Lines in the listing below that contain the string "solid" are to be found and copied.

——

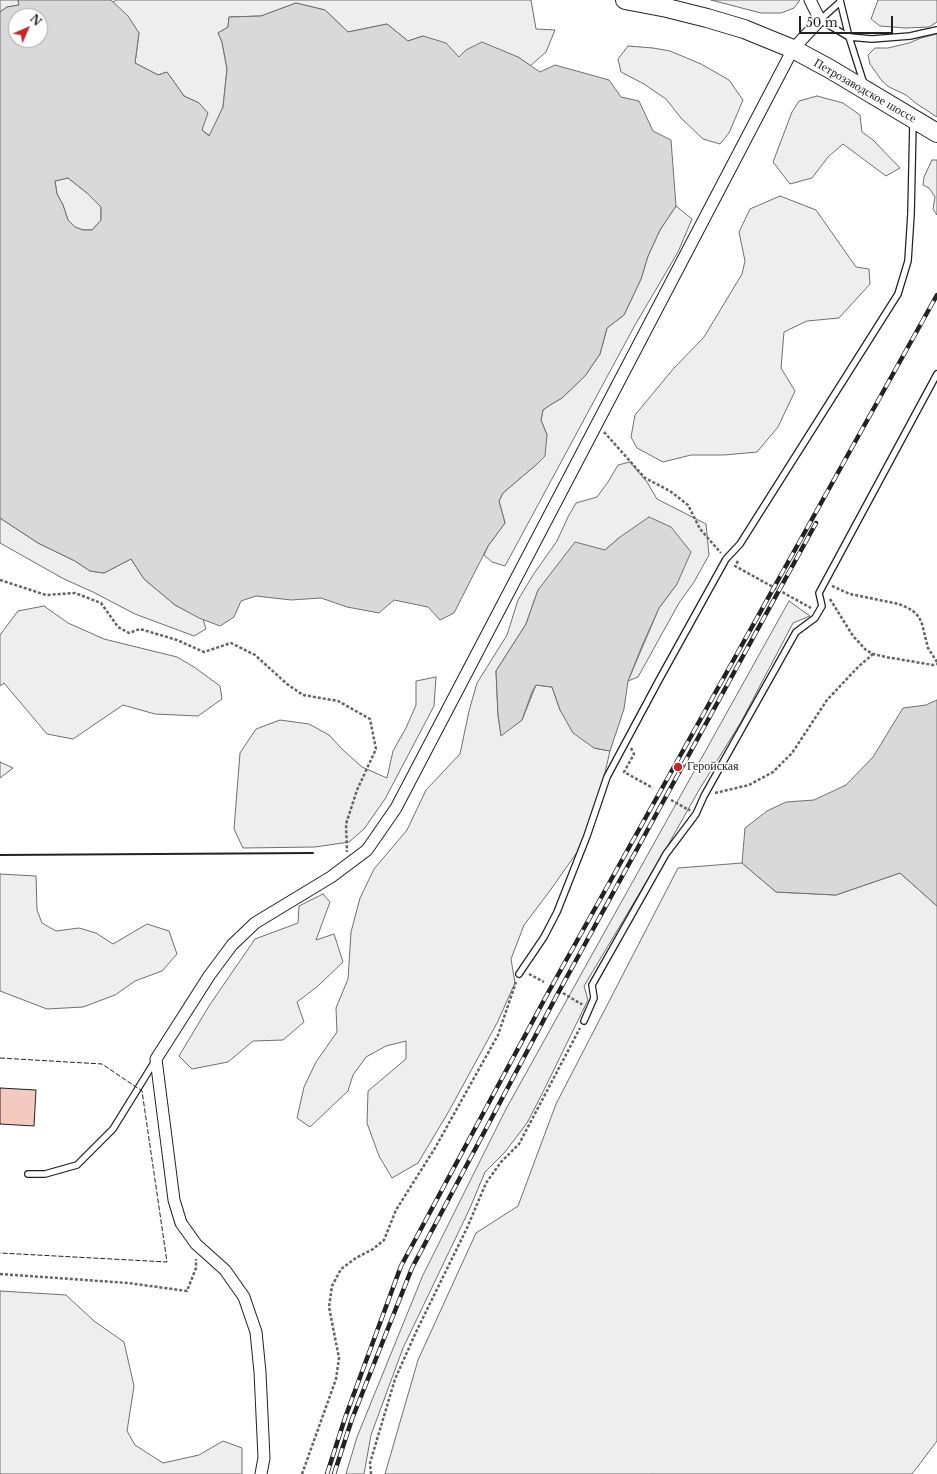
<!DOCTYPE html>
<html>
<head>
<meta charset="utf-8">
<style>
  body { margin:0 }
  #map { position:relative; width:937px; height:1474px; overflow:hidden; background:#fff; font-family:"Libre Baskerville",serif }
  canvas { display:block }
  .north { position:absolute; left:8px; top:8px; width:40px; height:40px; box-sizing:border-box; background:#fff; border:1px solid #a7a7a7; border-radius:50%; rotate:45deg; font-size:11px; font-weight:700; line-height:16px; text-align:center; color:#222 }
  .north::after { content:''; display:block; margin:auto; width:14px; height:18px; background:#c62828; clip-path:polygon(50% 0,100% 100%,50% 72%,0 100%) }
  .scale { position:absolute; left:799px; top:16px; width:94px; height:18px; box-sizing:border-box; border:2px solid #222; border-top:0; padding-left:5px; font-size:12px; line-height:14px; white-space:nowrap; color:#222; -webkit-text-stroke:3px #fff; paint-order:stroke }
</style>
</head>
<body>
<div id="map">
<canvas width="937" height="1474"></canvas>
<div class="north">N</div>
<div class="scale">50 m</div>
</div>
<script>
const g = document.querySelector('canvas').getContext('2d');
g.lineJoin = 'round';
function paint(path, color) { g.fillStyle = color; g.fill(path, 'evenodd'); }
const poly = rows => new Path2D(rows.map(r => 'M' + r).join(''));
function trace(path, color, width, dash) { g.strokeStyle = color; g.lineWidth = width; g.lineCap = dash ? 'butt' : 'round'; g.setLineDash(dash || []); g.stroke(path); }
function write(font, color, halo, rows, align = 'center') {
  g.font = font + ' "Libre Baskerville",serif'; g.lineWidth = 3; g.setLineDash([]); g.textBaseline = 'middle'; g.strokeStyle = halo; g.fillStyle = color; for (const [text, x, y, turn = 0] of rows) {
    g.save(); g.translate(x, y); g.rotate((+turn || 0) * Math.PI / 180); g.textAlign = isNaN(turn) ? turn : align; if (halo) g.strokeText(text, 0, 0); g.fillText(text, 0, 0); g.restore();
  }
}
const green = poly([
  [0,0,18,0,19,5,7,7,0,12,0,0],
  [116,0,531,0,536,29,555,30,546,52,530,66,518,57,466,50,459,57,423,36,408,41,387,24,348,32,325,10,296,3,261,16,229,17,228,27,218,33,222,42,227,69,223,107,210,136,202,130,199,103,184,96,167,72,158,75,135,63,139,33,113,2,116,0],
  [711,0,800,0,794,8,781,13,761,13,711,0],
  [878,0,937,0,937,22,929,27,905,28,880,26,871,19,878,0],
  [937,34,937,117,917,104,906,95,889,87,882,81,870,64,868,55,875,48,888,48,909,43,921,38,937,34],
  [628,46,653,48,670,51,701,64,729,80,743,100,729,133,720,144,703,139,681,118,666,99,644,84,621,72,618,59,628,46],
  [817,96,843,103,860,115,862,132,873,140,900,168,886,176,843,144,828,157,812,178,790,184,773,162,792,112,799,101,817,96],
  [932,160,937,160,937,215,933,209,935,197,929,188,923,185,924,177,932,160],
  [68,178,87,193,101,207,101,220,92,230,83,230,75,227,68,220,63,205,57,194,55,181,68,178],
  [780,196,816,210,856,267,869,269,870,284,839,318,807,321,784,332,781,368,795,391,778,427,757,452,724,455,691,455,663,462,637,448,631,437,635,415,674,368,704,337,742,274,745,261,739,232,750,209,780,196],
  [676,206,692,219,678,252,635,325,505,566,492,562,484,555,488,546,505,523,499,501,503,493,537,464,547,435,541,420,543,410,550,405,562,398,585,376,600,354,607,328,624,315,641,279,648,256,660,230,676,206],
  [630,462,647,482,657,499,706,524,709,555,694,582,679,603,638,677,628,681,659,608,677,584,620,537,605,550,538,590,526,624,496,671,498,715,501,735,522,720,536,685,552,687,560,710,594,748,610,751,598,802,580,848,549,892,524,925,511,959,515,983,497,1023,449,1111,418,1163,392,1178,379,1156,367,1123,368,1091,406,1059,406,1041,386,1046,366,1057,353,1075,348,1091,310,1127,297,1118,304,1087,316,1062,337,1032,336,1008,348,979,351,932,360,898,374,869,407,830,426,790,460,754,469,711,477,683,507,635,518,600,533,575,557,541,568,517,576,503,597,497,608,482,618,465,630,462],
  [0,518,38,543,75,561,90,571,104,573,131,559,144,579,175,605,203,619,206,629,194,636,135,614,93,592,64,579,0,543,0,518],
  [789,601,810,616,793,623,741,722,699,790,663,854,584,986,588,1000,541,1096,527,1123,505,1152,485,1172,470,1208,403,1348,371,1435,364,1474,346,1474,357,1437,423,1275,506,1109,789,601],
  [44,606,68,623,104,639,177,657,194,667,220,686,222,699,198,716,155,714,123,705,73,739,47,734,4,683,0,686,0,635,18,611,44,606],
  [436,677,434,706,385,799,364,829,349,842,315,847,243,848,234,829,240,753,256,729,280,720,309,724,329,735,343,750,362,767,387,778,393,751,406,728,416,705,416,681,436,677],
  [0,762,13,768,0,778,0,762],
  [742,863,776,892,836,895,900,873,937,906,937,1441,912,1474,385,1474,418,1360,476,1233,518,1206,556,1104,678,868,742,863],
  [0,874,36,876,37,910,42,923,56,931,79,928,96,933,113,944,147,924,169,931,177,954,162,971,135,981,115,995,83,1007,47,1009,0,991,0,874],
  [323,894,330,902,316,940,334,934,343,962,318,986,297,1002,304,1022,283,1040,253,1041,228,1062,192,1069,179,1056,209,1006,255,939,298,923,299,906,323,894],
  [0,1291,66,1295,94,1321,124,1342,134,1386,127,1431,135,1445,163,1463,199,1455,223,1441,242,1448,242,1474,0,1474,0,1291]
]);
const water = poly([
  [18,0,111,0,128,16,139,33,135,63,158,75,167,72,184,96,199,103,208,113,202,130,209,136,223,107,227,69,222,42,218,33,228,27,229,17,261,16,296,3,325,10,348,32,387,24,408,41,423,36,446,43,459,57,466,50,482,42,518,57,540,72,555,65,609,80,621,97,639,101,653,131,671,140,676,206,660,230,648,256,641,279,624,315,607,328,600,354,585,376,562,398,550,405,543,410,541,420,547,435,545,456,537,464,503,493,499,501,505,523,488,546,454,613,440,620,428,607,394,600,379,613,347,607,321,598,291,600,256,596,241,601,234,617,220,626,199,618,175,605,144,579,131,559,104,573,90,571,75,561,38,543,0,518,0,12,7,7,19,5,18,0],
  [16,16,40,16,40,40,16,40,16,16],
  [68,178,87,193,101,207,101,220,92,230,83,230,75,227,68,220,63,205,57,194,55,181,68,178],
  [649,517,671,527,691,552,677,584,659,608,642,646,628,681,624,709,610,751,594,748,573,733,560,710,552,687,536,685,532,692,522,720,501,736,498,715,496,671,526,624,538,590,575,542,605,550,620,537,649,517],
  [937,700,937,906,900,873,836,895,776,892,742,863,745,828,767,811,786,802,814,800,846,785,873,757,903,708,926,705,937,700]
]);
const building = poly([
  [0,1088,36,1090,34,1126,0,1124,0,1088]
]);
const path = poly([
  [604,432,645,478,670,491,688,505,700,529,721,553],
  [738,561,735,566,811,608],
  [0,580,46,595,75,593,101,603,118,627,129,633,140,629,177,640,204,652,231,643,255,655,287,684,303,695,338,701,370,719,376,749,357,790,346,824,347,852],
  [832,586,850,594,899,604,912,610,919,617,922,624,928,648,937,662],
  [830,599,853,636,866,650,873,654,886,657,933,665,937,664],
  [631,748,634,754,624,772,653,788],
  [715,793,749,785,773,772,792,753,827,700,858,667,873,654],
  [671,800,689,810,690,809],
  [529,974,544,982],
  [563,993,581,1004,582,1003],
  [0,1274,128,1283,187,1291,196,1268,196,1259],
  [302,1474,336,1379,339,1358,329,1307,332,1286,341,1269,356,1258,373,1249,384,1240,396,1210,435,1148,498,1035,516,982],
  [371,1474,370,1463,395,1379,417,1330,467,1228,486,1183,501,1162,519,1144,580,1028]
]);
const service = poly([
  [840,0,849,37,864,84],
  [840,2,820,20,849,37,872,39,910,36,937,30],
  [519,974,544,937,557,912,587,836,607,777,659,680,726,559,740,544,898,294,908,261,911,214,913,123],
  [584,1021,594,998,592,985,666,854,696,814,704,796,796,632,815,618,822,606,819,593,937,374],
  [28,1174,45,1174,77,1165,113,1129,155,1061]
]);
const minor = poly([
  [261,1474,264,1458,260,1372,256,1332,244,1297,225,1270,196,1244,181,1223,174,1200,156,1059,209,976,232,945,255,923,331,877,367,850,396,808,793,49,820,20,810,0]
]);
const primary = poly([
  [625,0,667,8,707,18,744,29,793,49,830,69,937,133]
]);
const rail = poly([
  [327,1474,345,1418,401,1266,549,991,937,295],
  [334,1474,352,1419,412,1268,557,995,816,523]
]);
const fence = poly([
  [0,1058,102,1064,142,1091,167,1262,0,1253]
]);
const wall = poly([
  [0,855,313,853]
]);
const markers = [
  [678,767,5,"#c62828"]
];
const streetNames = [
  ["Петрозаводское шоссе",865,91,30]
];
const poiNames = [
  ["Геройская",687,767]
];
paint(green, '#eee');
trace(green, '#6f6f6f', 1);
paint(water, '#d9d9d9');
trace(water, '#6f6f6f', 1);
paint(building, '#f3c9c0');
trace(building, '#222', 1);
trace(service, '#222', 8);
trace(minor, '#222', 13);
trace(primary, '#222', 20);
trace(path, '#646464', 2.5, [3, 2]);
trace(service, '#fff', 5.5);
trace(minor, '#fff', 11);
trace(primary, '#fff', 18);
trace(rail, '#222', 4.5);
trace(rail, '#fff', 3, [9]);
trace(fence, '#222', 1, [5, 2]);
trace(wall, '#222', 2);
for (const [x, y, r, color] of markers) { const dot = new Path2D(); dot.arc(x, y, r, 0, 2 * Math.PI); g.fillStyle = color; g.fill(dot); trace(dot, '#fff', 1.5); }
write('12px', '#222', '#fff', streetNames);
write('12px', '#222', '#fff', poiNames, 'left');
</script>
</body>
</html>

——

Answer section.
  .north { position:absolute; left:8px; top:8px; width:40px; height:40px; box-sizing:border-box; background:#fff; border:1px solid #a7a7a7; border-radius:50%; rotate:45deg; font-size:11px; font-weight:700; line-height:16px; text-align:center; color:#222 }
  .scale { position:absolute; left:799px; top:16px; width:94px; height:18px; box-sizing:border-box; border:2px solid #222; border-top:0; padding-left:5px; font-size:12px; line-height:14px; white-space:nowrap; color:#222; -webkit-text-stroke:3px #fff; paint-order:stroke }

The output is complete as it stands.